Le Front de Libération du Berry s'insurge
contre les recherches
du professeur Hans-Hilger Ropers.

L'agence Reuters a fait paraitre cette information: 

Une pilule qui rend intelligent ?

BERLIN (Reuters) - Un scientifique allemand teste actuellement une "pilule contre la bêtise" qui obtient des résultats encourageants sur des souris et des drosophiles, rapporte le quotidien Bild. Hans-Hilger Ropers, directeur de l'Institut Max Planck de la génétique moléculaire à Berlin, aurait mis au point, explique le journal, une pilule efficace contre l'hyperactivité de certaines cellules nerveuses du cerveau, stimulant la mémoire du passé proche et augmentant la concentration. "Sur les souris et les drosophiles, cela évite de perdre la mémoire du passé proche", a déclaré Ropers au Bild. A 62 ans, le scientifique croit avoir mis au point la première pilule mondiale contre la stupidité. "  

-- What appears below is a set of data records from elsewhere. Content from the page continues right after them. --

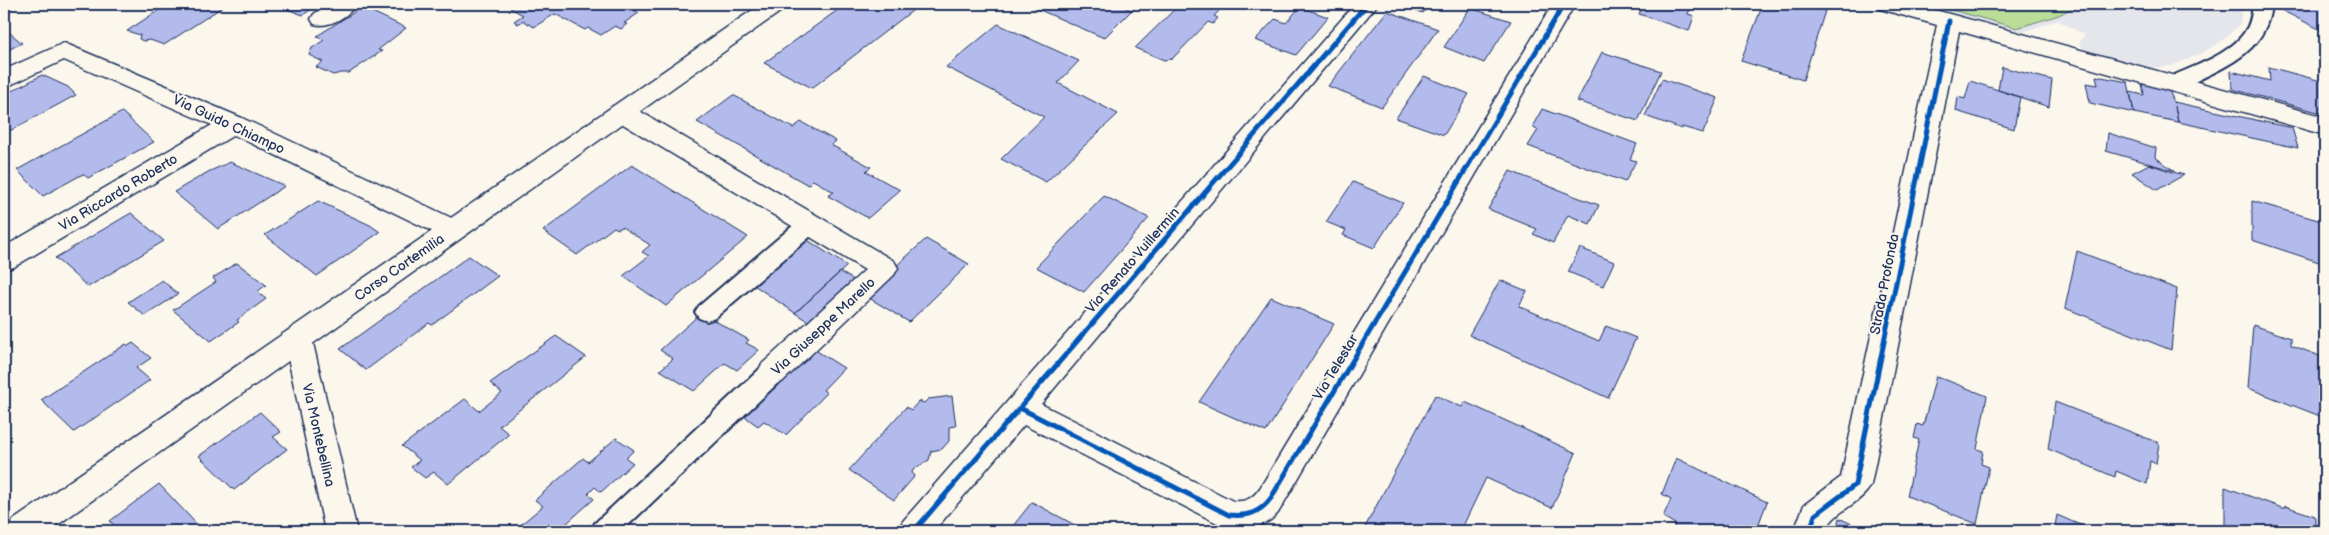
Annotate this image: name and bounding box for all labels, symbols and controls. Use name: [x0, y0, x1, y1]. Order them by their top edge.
street label: Via Guido Chiampo: [170, 91, 287, 158]
street label: Via Riccardo Roberto: [56, 150, 181, 235]
street label: Via Renato Vuillermin: [1082, 204, 1183, 317]
street label: Corso Cortemilia: [351, 230, 448, 305]
street label: Strada Profonda: [1866, 232, 1903, 336]
street label: Via Giuseppe Marello: [768, 274, 879, 379]
street label: Via Telestar: [1309, 331, 1362, 403]
street label: Via Montebellina: [298, 382, 339, 488]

C'est proprement scandaleux!!! nos équipes ont en effet la preuve que cet éminent docteur a usé de sorcellerie berrichonne.  Le débeurdinouère n’est un secret pour personne. En berrichon, un beurdin est une personne souffrant d’un léger retard mental…d’aucuns l’attribuent à la consanguinité inhérente au Berry, ce qui est totalement faux !

 

Bref, nous disposons d’un cliché représentant M. Ropers en train d’extraire un morceau de pierre du sanctuaire berrichon dédié à Saint Menoux.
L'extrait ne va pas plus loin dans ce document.